I came late to books.  Although my parents read to me every day, I was eight before I was able to read by myself.  A few days after my eighth birthday I went with the rest of my class to our local branch library, which was a short walk from the school buildings.  That library, which still exists, was the most beautiful space I had ever been in.  Clean, warm in winter, in summer airy, well-lit, and filled with books.  Newly enrolled, I was entitled to borrow one non-fiction book.

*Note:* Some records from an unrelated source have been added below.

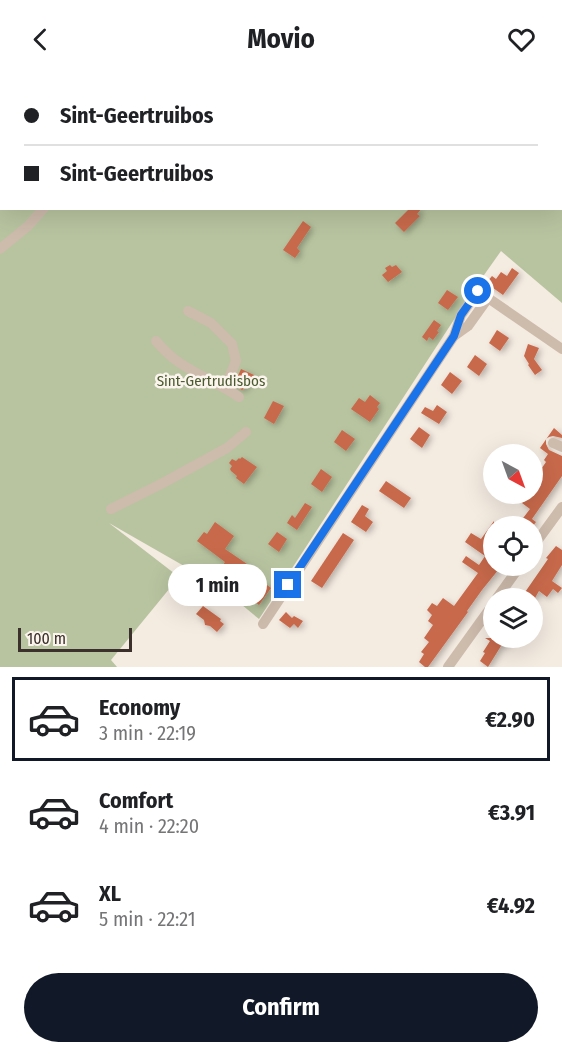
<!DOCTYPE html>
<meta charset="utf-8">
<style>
:root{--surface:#fff;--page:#f6f6f6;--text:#202124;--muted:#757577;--line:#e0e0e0;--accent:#111827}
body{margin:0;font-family:"Fira Sans Condensed",sans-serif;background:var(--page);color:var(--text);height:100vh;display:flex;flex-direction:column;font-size:22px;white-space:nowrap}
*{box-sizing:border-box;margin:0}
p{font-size:20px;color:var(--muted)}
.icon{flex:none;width:33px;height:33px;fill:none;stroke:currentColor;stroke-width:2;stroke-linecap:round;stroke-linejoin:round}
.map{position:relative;height:589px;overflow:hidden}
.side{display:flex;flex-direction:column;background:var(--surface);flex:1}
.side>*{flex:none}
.top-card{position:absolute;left:0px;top:0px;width:562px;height:132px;box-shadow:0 6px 24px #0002;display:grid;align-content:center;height:132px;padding:0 24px;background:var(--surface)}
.needle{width:39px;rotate:139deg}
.buttons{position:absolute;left:483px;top:366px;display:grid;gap:12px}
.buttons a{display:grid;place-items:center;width:60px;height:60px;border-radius:50%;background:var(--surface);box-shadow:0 6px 24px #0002;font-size:30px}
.scale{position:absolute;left:18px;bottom:15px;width:114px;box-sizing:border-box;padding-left:6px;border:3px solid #3b302b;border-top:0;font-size:16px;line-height:21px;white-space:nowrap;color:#3b302b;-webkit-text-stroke:4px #fbf5ee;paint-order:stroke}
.end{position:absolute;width:27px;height:27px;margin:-14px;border:8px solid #1a73e8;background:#fff;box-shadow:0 0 0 3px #fff}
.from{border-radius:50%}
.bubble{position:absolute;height:42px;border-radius:21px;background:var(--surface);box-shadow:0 6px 24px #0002;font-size:20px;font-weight:700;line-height:42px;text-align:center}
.top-card b{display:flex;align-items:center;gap:21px;height:57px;font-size:22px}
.top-card b+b{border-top:2px solid var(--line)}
.top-card i{width:15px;height:15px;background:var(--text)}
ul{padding:10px 0 0;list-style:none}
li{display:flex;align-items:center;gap:18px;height:84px;margin:0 12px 9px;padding:0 12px;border:3px solid transparent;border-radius:0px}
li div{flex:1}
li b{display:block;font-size:22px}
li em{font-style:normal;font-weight:700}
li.on{border-color:var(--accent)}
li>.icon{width:54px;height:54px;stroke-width:1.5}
.cta{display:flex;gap:12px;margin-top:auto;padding:12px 24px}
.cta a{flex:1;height:69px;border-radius:36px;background:var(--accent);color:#fff;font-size:24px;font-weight:700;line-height:69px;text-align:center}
header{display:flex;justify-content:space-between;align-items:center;height:78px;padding:0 24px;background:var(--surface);font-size:27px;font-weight:700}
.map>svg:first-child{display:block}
.green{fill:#b8c4a0;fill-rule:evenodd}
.building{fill:#c8694b;filter:url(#shadow)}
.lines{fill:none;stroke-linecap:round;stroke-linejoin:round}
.minor{stroke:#cdbbac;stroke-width:10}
.route{stroke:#1a73e8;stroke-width:8}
.labels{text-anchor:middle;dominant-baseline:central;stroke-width:5;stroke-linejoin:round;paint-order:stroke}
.park-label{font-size:15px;fill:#4a5a2e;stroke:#fbf5ee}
</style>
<header><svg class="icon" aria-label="back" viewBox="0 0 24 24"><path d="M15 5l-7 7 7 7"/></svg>Movio<svg class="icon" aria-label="heart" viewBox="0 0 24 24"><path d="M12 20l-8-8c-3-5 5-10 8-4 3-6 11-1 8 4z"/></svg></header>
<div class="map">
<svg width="562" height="589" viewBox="0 0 562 589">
<defs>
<filter id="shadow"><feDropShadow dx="2.5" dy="2.5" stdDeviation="3" flood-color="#0004"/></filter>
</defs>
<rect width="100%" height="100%" fill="#f4ebe1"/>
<path class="green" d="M0,0h562v225l-61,-52 -29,41 -213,327 -40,-33 -110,-63 70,54 -68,83 6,7h-117zM2,2h559v128h-559z"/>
<g class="building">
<path d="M410,130h12l-5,6 3,2 -16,16 -9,-9z"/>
<path d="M303,143l8,6 -14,21 3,3 -5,7 -12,-8z"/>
<path d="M390,187l2,2 4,-2 6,7 -14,10 -6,-7 5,-4 -2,-3z"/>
<path d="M512,190l7,5 -16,22 -17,-12 6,-7 4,3 5,-7 6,4z"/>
<path d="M447,212l11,7 -10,13 -10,-7z"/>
<path d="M434,242l7,5 -4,6 2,1 -6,8 -4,-3 -2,4 -5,-4z"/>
<path d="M497,252l12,8 -9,13 -11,-8z"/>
<path d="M528,266l11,4 -5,11 8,11 -7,5 -7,-10 1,-1 -5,-8z"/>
<path d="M475,277l12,9 -8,12 -12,-9z"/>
<path d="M241,291l13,6 -4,9 -2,-1 -3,5 -3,2 -8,-5z"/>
<path d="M450,294l12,9 -10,13 -11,-9z"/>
<path d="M370,317l10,8 -3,4 2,2 -9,13 -19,-13 8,-11 6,4z"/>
<path d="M273,323l11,5 -10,18 -10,-6z"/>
<path d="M437,327l10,7 -8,12 -18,-11 4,-6 8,4z"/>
<path d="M419,349l11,8 -8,13 -12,-9z"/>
<path d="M554,350l8,7v3l-9,-2 -4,1 -3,2v5l3,6 13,6v20l-30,43 4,3 -3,4h-16l13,-17 -8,-6 1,-1 -3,-2 5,-6 5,3 9,-12 -6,-4 13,-19 -2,-2 4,-6 -8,-6z"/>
<path d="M342,352l13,9 -9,12 -12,-9z"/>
<path d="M242,379l15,10 -13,17 -8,-6 1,-2 -6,-5 -1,-2 2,-3 -3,-3 3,-4 4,2 3,-3 1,1z"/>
<path d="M321,391l11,8 -10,15 -11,-8z"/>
<path d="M386,403l25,17 -7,10 -25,-17z"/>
<path d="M305,425l7,4 -15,23 -10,-7 5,-8 3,3z"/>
<path d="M362,427l7,4 -4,7 8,6 -7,10 -15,-10z"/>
<path d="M494,443v45h6l-1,3 -17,21 -15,21 1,1 -40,55h-3l-6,-5 5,-8 -3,-2 8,-10 -5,-4 9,-13 -5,-4 4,-6 -5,-5 5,-7 5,3 6,-8 11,8 24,-33 -16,-11 4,-6 13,9 6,-9 -20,-14 6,-9 10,6z"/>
<path d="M215,444l19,14 -9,13 22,15 -6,8 -5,-4 -4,7 -11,-7 4,-6 -28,-21 7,-9 3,2z"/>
<path d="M277,454l10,7 -8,13 -11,-8z"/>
<path d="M343,455l11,7 -32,48 -11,-7z"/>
<path d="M556,468l6,4v15l-10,16 10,7 -4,5 -5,-4 -6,8 -8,-6 -4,7h-14l27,-39 -2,-1z"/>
<path d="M263,504l8,6 -12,17 -5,-4 4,-6 -4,-2z"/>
<path d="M203,528l18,13 -1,2 4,3 -7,8 -7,-6 -5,-1 -1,-5 -8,-6z"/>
<path d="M286,534l6,6 2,-2 9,5 -5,7 -4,-4 -4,4 -11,-8z"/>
<path d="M485,560h26l-5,7 -5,1 -13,21 -8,-6 5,-8 -2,-1 7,-11z"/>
</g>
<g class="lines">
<g class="minor">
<path d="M44,0v2"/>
<path d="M0,171l28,-23 16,-18"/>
<path d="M188,233l23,12 21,21 4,17 -11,27"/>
<path d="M454,258l14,-10 20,-28"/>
<path d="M156,263c5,6 11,12 17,17 20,16 45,24 66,39"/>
<path d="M553,365l9,4"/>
<path d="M111,431l52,-26 64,-35 19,-16"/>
<path d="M532,470l30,-41"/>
<path d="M497,520l23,-32"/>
<path d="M263,546l191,-288 7,-21 17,-24 84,58"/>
<path d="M448,589l46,-64"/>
</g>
</g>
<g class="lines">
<path class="route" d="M288,507l166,-249 7,-21 17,-24"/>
</g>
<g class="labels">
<g class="park-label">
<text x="211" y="303">Sint-Gertrudisbos</text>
</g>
</g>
</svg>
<div class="buttons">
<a><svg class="needle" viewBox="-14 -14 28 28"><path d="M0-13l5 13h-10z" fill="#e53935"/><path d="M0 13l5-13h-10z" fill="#757577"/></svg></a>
<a><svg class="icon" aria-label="locate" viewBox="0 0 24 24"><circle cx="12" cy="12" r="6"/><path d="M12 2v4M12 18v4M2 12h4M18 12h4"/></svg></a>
<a><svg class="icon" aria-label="layers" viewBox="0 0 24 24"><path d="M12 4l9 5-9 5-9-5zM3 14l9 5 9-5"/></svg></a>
</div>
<div class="scale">100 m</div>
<i class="end from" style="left:478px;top:213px"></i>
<i class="end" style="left:288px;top:507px"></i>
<div class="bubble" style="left:168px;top:486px;width:99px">1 min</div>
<div class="top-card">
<b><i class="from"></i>Sint-Geertruibos</b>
<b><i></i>Sint-Geertruibos</b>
</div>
</div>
<section class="side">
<ul>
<li class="on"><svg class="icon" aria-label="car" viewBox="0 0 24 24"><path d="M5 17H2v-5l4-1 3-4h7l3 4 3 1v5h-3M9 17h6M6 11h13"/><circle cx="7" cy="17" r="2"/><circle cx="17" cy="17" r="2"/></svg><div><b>Economy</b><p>3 min · 22:19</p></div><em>€2.90</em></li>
<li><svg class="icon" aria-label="car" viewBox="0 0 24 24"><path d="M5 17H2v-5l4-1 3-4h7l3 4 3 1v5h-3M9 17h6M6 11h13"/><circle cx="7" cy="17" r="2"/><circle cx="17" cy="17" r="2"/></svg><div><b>Comfort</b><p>4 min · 22:20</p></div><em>€3.91</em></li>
<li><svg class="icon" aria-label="car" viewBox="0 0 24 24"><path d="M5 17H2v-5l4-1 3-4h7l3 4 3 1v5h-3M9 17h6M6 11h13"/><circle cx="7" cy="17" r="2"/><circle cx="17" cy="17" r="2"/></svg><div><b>XL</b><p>5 min · 22:21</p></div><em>€4.92</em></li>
</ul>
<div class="cta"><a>Confirm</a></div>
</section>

I chose a title randomly and a fortnight later returned it unread.  But then I was issued with one of the coveted beige fiction tickets and I began my life as a reader of novels and histories.  I read Roger Lancelyn Green’s Tales of the Greek Heroes, the Viking novels of Henry Treece, and, closer to the life I lived, E. W. Hildick’s Jim Starling books.

But when it came time for me to move from the children’s section to the adult’s, I became lost, not knowing what to read until a friendly lady librarian (the corn really was green) and, later, an Irish English teacher, prodded me towards Hemingway, F. Scott Fitzgerald, James Baldwin and Saul Bellow.  It was only at university that I began to read what was then contemporary British and Irish fiction: Evelyn Waugh, Graham Greene, Brian Moore, Rose Macaulay, Rosamond Lehman.

As a prose writer now myself I am taught and retaught by F. Scott Fitzgerald and Penelope Fitzgerald, Bernard Malamud and L. P. Hartley, Sylvia Townsend Warner and J. G. Farrell.  And Dickens, always Dickens.

Poetry, with me, is something of an afterthought, though a treasured one.  Wordsworth’s “The Solitary Reaper” still tears my heart, as does “Resolution and Independence”.  Auden is a poet and essayist I turn to increasingly.  “The Love Song of Alfred J. Prufrock” feels as much a smack across the face as when I first read it some fifty years ago.  The work of Robert Lowell, Anne Sexton, and Elizabeth Bishop I visit and revisit; Stevie Smith I read for sheer pleasure. Robert Fagles’s translation of the Iliad sits on my nightstand.  Emily Wilson’s translation of the Odyssey sits in my Kindle. It feels as if a circle is nearing completion.